Why this matters now
For Bhutan, the second-order consequence is structural emigration. The English fluency that integrated the country into global commerce in the 1990s is now integrating Bhutanese workers into Australian, North American, and Gulf labour markets. Combined with the wage-geography gap (paradox #54), the migration math compounds. For Thailand, the second-order consequence is labour-market depth. Thai professionals stay home because exit costs (language adjustment) are high. Bangkok has dense Thai-speaking corporate, government, and creative sectors that absorb domestic talent. There is no easy reversal. Bhutan cannot un-English-language its economy without crippling its current global integration. Thailand cannot rapidly English-ify without disrupting its labour market. But the framing matters. Bhutan should recognise that its English fluency is a double-edged asset, not an unqualified strength:
- Strength: integrates Bhutanese into global commerce, education, AI economy, tourism
- Weakness: lowers the exit barrier to migration
What it should be
A policy framework that captures the strength while mitigating the weakness:
- Make staying as economically rational as leaving (paradox #54 — close the wage geography)

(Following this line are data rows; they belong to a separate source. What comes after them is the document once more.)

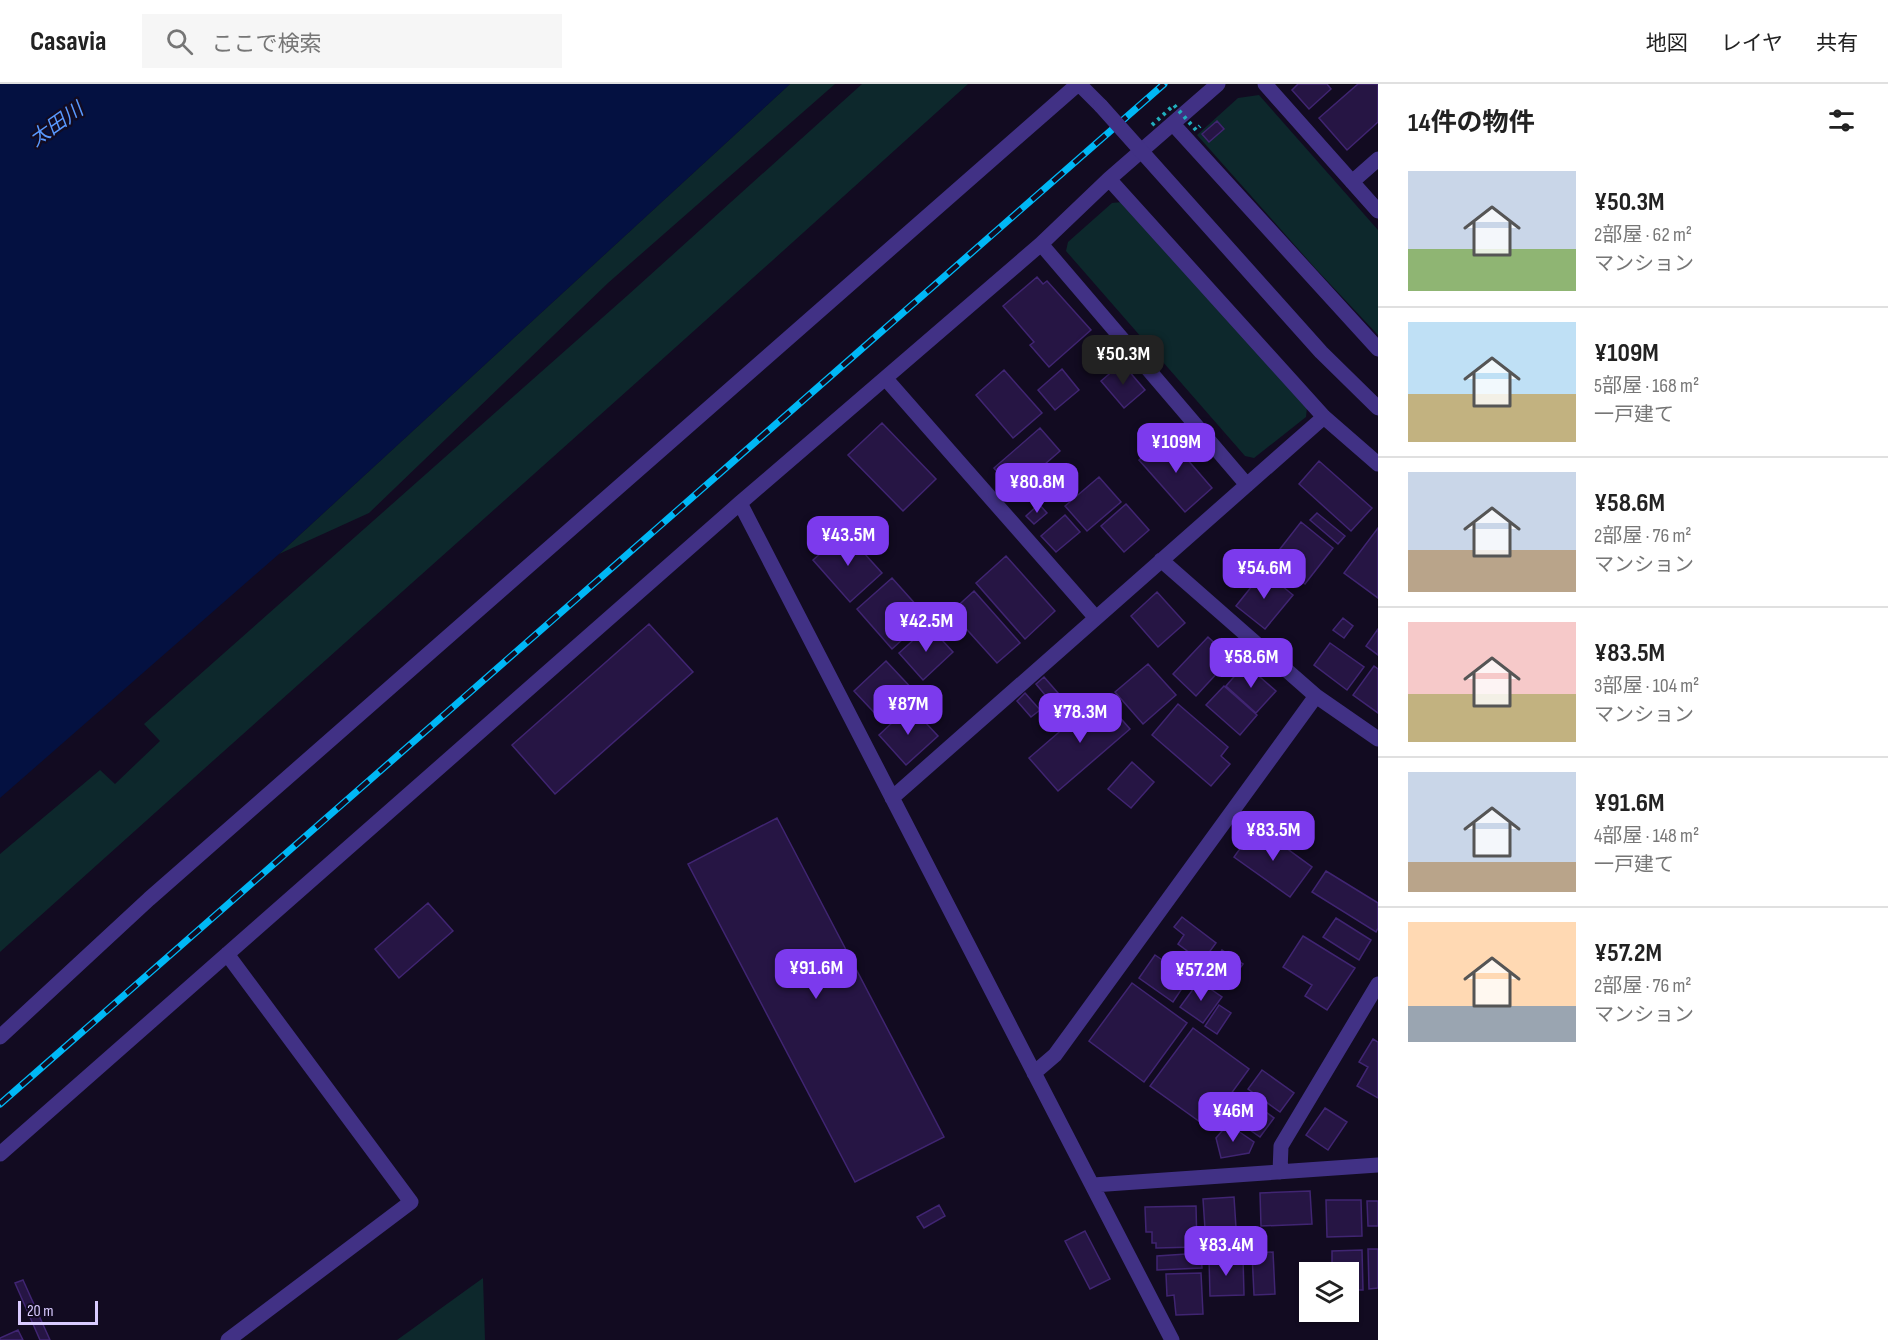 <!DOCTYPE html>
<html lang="ja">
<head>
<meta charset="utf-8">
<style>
  :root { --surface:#fff; --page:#f6f6f6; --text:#222; --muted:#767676; --line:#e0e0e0; --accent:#7c3aed }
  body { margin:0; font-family:"Sofia Sans Condensed","Noto Sans JP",sans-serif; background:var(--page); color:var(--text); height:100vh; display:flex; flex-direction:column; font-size:22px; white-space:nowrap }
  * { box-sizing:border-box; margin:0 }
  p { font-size:20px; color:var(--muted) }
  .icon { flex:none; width:33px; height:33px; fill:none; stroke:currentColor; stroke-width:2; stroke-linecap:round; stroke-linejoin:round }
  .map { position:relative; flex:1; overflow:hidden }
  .drawer { display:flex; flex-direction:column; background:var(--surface); width:510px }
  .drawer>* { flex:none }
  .tools { position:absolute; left:1299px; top:1178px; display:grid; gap:12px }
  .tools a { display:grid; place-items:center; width:60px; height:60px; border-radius:0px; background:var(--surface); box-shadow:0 2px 4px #0004; font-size:30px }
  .scale { position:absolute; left:18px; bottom:15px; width:80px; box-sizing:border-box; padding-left:6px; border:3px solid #d9cbff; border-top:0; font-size:16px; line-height:21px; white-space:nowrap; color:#d9cbff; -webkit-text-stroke:4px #120b21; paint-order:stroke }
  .price { position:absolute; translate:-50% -51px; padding:0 14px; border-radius:12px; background:var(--accent); color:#fff; font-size:20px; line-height:39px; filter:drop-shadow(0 2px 3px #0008) }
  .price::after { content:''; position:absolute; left:50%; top:36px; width:18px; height:14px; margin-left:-9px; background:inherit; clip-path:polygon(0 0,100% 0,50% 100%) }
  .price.selected { background:#222; color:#fff }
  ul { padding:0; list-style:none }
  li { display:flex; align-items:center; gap:18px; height:150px; padding:0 30px }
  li+li { border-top:2px solid var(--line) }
  li span { display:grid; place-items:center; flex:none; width:168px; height:120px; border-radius:0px; color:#555 }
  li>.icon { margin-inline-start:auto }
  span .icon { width:72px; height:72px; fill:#fffc; stroke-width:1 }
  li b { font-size:26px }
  h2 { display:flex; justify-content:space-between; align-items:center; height:72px; padding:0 30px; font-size:26px }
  header { display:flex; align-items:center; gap:36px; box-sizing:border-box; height:84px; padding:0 30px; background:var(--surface); border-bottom:2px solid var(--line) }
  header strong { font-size:28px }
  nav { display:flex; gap:33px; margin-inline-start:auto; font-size:21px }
  .search { width:420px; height:54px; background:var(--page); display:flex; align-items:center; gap:15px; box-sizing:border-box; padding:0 21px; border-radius:0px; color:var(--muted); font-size:22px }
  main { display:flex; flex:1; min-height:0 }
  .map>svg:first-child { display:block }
  .green { fill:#0d282c }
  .water { fill:#041141 }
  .building { fill:#261544; stroke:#402572; stroke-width:1.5 }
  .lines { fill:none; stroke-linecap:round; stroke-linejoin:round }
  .minor { stroke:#413185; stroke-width:15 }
  .rail-casing { stroke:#00b8f6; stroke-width:7 }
  .rail { stroke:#120b21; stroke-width:4.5; stroke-dasharray:14; stroke-linecap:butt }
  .path-bridge { stroke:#21aebd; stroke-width:4; stroke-dasharray:3 4.5; stroke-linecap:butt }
  .minor-bridge { stroke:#413185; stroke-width:15 }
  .labels { text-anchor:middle; stroke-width:4.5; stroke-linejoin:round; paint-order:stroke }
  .water-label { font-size:20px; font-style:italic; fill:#5999ff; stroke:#120b21 }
</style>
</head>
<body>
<header>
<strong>Casavia</strong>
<div class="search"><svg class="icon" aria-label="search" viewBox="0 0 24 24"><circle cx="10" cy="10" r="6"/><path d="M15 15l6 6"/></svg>ここで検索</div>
<nav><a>地図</a><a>レイヤ</a><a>共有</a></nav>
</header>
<main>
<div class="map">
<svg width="1378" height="1256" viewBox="0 0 1378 1256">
  <rect width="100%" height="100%" fill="#120b21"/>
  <path class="green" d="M790,0H835L608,199L369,429L279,470Z
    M862,0H968C647,291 322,578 0,868V770L100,686L115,700L160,657L144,640L628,211Z
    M1259,11L1378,146V251L1315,184L1197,51L1238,14Z
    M1122,118L1307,323L1306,333L1254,374L1245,372L1066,167L1068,158L1112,119Z
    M483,1194L485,1256H397Z"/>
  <path class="water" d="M0,0H790L279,470L0,714Z"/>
  <path class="building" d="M1298,0H1327L1331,5L1309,25L1292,6Z
    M1358,0H1378V38L1347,66L1319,34Z
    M1217,37L1224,45L1209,58L1202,50Z
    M1037,193L1043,200L1047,197L1091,246L1049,283L1030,261L1034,258L1003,222Z
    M1122,279L1145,306L1124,324L1101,297Z
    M1062,285L1079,306L1055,326L1038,306Z
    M1004,286L1042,329L1013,354L976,311Z
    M882,339L936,395L903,427L848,371Z
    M1040,344L1060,367L1014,407L994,384Z
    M1167,352L1212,404L1185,428L1139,376Z
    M1319,377L1372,424L1351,447L1299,400Z
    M1099,393L1121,418L1087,447L1065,422Z
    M1039,420L1047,429L1034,440L1026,432Z
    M1126,420L1149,446L1124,468L1101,442Z
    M1317,429L1345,452L1338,460L1310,436Z
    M1065,431L1080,448L1056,468L1041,452Z
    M1301,438L1333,464L1305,500L1273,474Z
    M1378,444V514L1344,489Z
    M845,448L882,489L850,518L813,476Z
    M1006,472L1055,527L1025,555L976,499Z
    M1264,487L1293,511L1265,545L1236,522Z
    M892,494L927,533L892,565L857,525Z
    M974,507L1020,559L997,579L951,528Z
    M1157,508L1185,539L1158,563L1131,532Z
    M1343,534L1353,542L1344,554L1333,546Z
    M649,540L693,588L555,710L512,661Z
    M929,542L953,568L923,596L899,569Z
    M1378,545V571L1366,562Z
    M1208,553L1231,574L1196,612L1173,590Z
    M1330,559L1364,583L1347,606L1314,581Z
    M886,577L916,609L884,639L854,607Z
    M1148,580L1176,611L1143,640L1115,608Z
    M1245,580L1276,607L1256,629L1226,602Z
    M1374,582L1378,585V629L1353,611Z
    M1044,593L1058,609L1050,617L1036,600Z
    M1224,602L1257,631L1240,651L1206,621Z
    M1025,609L1040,626L1031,633L1017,617Z
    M1101,612L1130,645L1058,707L1029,674Z
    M1178,620L1228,663L1221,672L1230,680L1211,702L1152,651Z
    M910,622L938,652L906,681L879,651Z
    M1132,678L1154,698L1131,724L1108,705Z
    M777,734L944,1053L855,1098L688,780Z
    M1256,742L1312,783L1290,813L1234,773Z
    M1326,787L1378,819V844L1376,848L1312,808Z
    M428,819L453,847L399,894L375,865Z
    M1182,833L1216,859L1202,878L1178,860L1184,851L1174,843Z
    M1336,834L1371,856L1359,876L1323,853Z
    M1303,852L1355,884L1327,926L1305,912L1312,901L1283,883Z
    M1222,866L1243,880L1227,903L1206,889Z
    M1155,871L1189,894L1173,918L1139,894Z
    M1199,897L1222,913L1203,939L1180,923Z
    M1132,899L1187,939L1144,998L1089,957Z
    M1219,921L1231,929L1217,950L1205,942Z
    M1193,944L1249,985L1207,1043L1150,1002Z
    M1373,955L1378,958V1014L1357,1002L1368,983L1359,978Z
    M1262,986L1294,1009L1280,1028L1248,1005Z
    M1247,1014L1274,1034L1260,1053L1233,1034Z
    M1325,1024L1347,1038L1328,1066L1306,1051Z
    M1228,1040L1254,1058L1249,1069L1221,1074L1216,1054Z
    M1310,1107L1312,1140L1261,1142L1260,1109Z
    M1234,1113L1237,1159L1206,1160L1203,1115Z
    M1326,1116H1361L1362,1152L1327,1153Z
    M1367,1117H1378V1142H1368Z
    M939,1121L945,1132L924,1144L917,1133Z
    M1196,1122L1197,1163L1156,1164V1159H1152V1148H1146L1145,1123Z
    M1085,1147L1110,1195L1090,1205L1065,1157Z
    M1368,1165H1378V1204L1369,1205Z
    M1362,1166L1363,1206H1348V1188H1332V1167Z
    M1273,1168L1275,1210L1254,1211L1252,1169Z
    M1201,1169L1202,1184L1157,1186V1172Z
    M1243,1173L1244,1211L1210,1212L1209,1174Z
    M1201,1189L1203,1230L1176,1231L1174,1211L1167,1212L1166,1190Z
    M23,1196L50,1256H40L15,1199Z
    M18,1246L23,1256H0V1254Z"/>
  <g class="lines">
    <path class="minor" d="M1079,0L1101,22
      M1265,0L1378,127
      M1173,40L1378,265
      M1109,95L1324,333L1378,380
      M1352,98L1378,75
      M1041,160L1247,401
      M886,295L1096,534
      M740,419L1172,1256
      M1161,476L1316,612L1378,655
      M892,714L1324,333
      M227,870L411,1118L228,1256
      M0,953L149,815L1078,0
      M1034,989L1055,971L1316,612
      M0,1070L740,419L1041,160L1109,95L1218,0
      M1280,1088L1281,1062L1378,900
      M1093,1101L1378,1081"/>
    <g class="rail-casing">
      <path id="rail" d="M0,1020L1164,0"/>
    </g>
    <use href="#rail" class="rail"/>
    <path class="path-bridge" d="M1152,41L1174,21L1196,46L1200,42"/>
    <path class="minor-bridge" d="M1101,22L1321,268L1378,324"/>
  </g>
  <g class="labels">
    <g class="water-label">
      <text transform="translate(56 40) rotate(-35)" y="7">太田川</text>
    </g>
  </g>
</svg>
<div class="tools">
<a><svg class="icon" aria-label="layers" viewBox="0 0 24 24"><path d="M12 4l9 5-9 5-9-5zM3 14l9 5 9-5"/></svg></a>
</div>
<div class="scale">20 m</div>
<b class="price selected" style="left:1123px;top:302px">¥50.3M</b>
<b class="price" style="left:1176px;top:390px">¥109M</b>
<b class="price" style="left:1037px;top:430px">¥80.8M</b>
<b class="price" style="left:848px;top:483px">¥43.5M</b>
<b class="price" style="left:1264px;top:516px">¥54.6M</b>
<b class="price" style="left:926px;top:569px">¥42.5M</b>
<b class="price" style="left:1251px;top:605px">¥58.6M</b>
<b class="price" style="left:908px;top:652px">¥87M</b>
<b class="price" style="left:1080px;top:660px">¥78.3M</b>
<b class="price" style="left:1273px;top:778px">¥83.5M</b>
<b class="price" style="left:816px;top:916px">¥91.6M</b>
<b class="price" style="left:1201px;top:918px">¥57.2M</b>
<b class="price" style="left:1233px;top:1059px">¥46M</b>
<b class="price" style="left:1226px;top:1193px">¥83.4M</b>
</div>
<section class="drawer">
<h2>14件の物件<svg class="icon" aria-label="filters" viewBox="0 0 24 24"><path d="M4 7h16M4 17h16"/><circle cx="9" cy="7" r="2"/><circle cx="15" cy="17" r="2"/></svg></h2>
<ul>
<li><span style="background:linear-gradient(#c9d6e8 65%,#8fb573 0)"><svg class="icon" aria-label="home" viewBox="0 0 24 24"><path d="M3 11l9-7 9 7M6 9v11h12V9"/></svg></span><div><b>¥50.3M</b><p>2部屋 · 62 m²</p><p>マンション</p></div></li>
<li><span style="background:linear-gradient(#bfe0f5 60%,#c2b280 0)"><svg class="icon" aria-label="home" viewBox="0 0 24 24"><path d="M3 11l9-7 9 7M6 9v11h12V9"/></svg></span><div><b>¥109M</b><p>5部屋 · 168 m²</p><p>一戸建て</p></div></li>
<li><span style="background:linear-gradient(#c9d6e8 65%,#b9a48a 0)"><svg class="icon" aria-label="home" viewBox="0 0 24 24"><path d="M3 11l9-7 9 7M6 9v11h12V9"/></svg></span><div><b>¥58.6M</b><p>2部屋 · 76 m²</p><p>マンション</p></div></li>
<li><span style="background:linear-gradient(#f6c9c9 60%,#c2b280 0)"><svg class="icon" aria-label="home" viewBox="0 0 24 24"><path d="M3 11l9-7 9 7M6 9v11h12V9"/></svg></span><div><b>¥83.5M</b><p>3部屋 · 104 m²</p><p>マンション</p></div></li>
<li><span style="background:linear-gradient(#c9d6e8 75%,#b9a48a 0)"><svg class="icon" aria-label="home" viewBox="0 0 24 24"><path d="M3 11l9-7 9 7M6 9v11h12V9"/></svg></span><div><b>¥91.6M</b><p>4部屋 · 148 m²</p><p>一戸建て</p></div></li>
<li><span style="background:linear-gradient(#ffd9b3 70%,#9aa5b1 0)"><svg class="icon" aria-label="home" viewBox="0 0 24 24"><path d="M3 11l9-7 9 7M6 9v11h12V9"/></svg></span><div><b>¥57.2M</b><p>2部屋 · 76 m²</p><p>マンション</p></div></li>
</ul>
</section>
</main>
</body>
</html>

- Build domestic English-using sectors that compete globally for talent — AI, fintech, tourism, GMC
- Strengthen Dzongkha + cultural identity in parallel — language as global tool + culture as anchor
- Diaspora engagement as managed strategy — formal frameworks for return migration, knowledge transfer, remittance optimisation, dual-track careers The English advantage is real and worth keeping. The migration vulnerability it creates needs explicit counterbalancing policy.
How others do it
- Philippines — high English fluency + active diaspora management; 10M+ overseas Filipinos send back ~10% of GDP in remittances; OWWA framework formalises the trade-off
- India — large English-fluent population + tech-services strategy; diaspora is geopolitical and economic asset
- Ireland — English fluency turned migration into FDI attraction (US tech companies based in Dublin); reverse-migration of credentialled Irish became economic engine
- Singapore — English + Mandarin + Malay + Tamil multilingualism; managed migration both ways
- Thailand — preserved Thai-language labour market; lower diaspora; trade-off accepted
- Bhutan: world-class English education + weak domestic wage geography = compounding emigration
The question we should be sitting with
The English fluency we gave our young people opened the world to them. The same fluency made it easier for them to leave. If we don’t want to close the world to them, we have to give them reasons to come back — or to stay in the first place.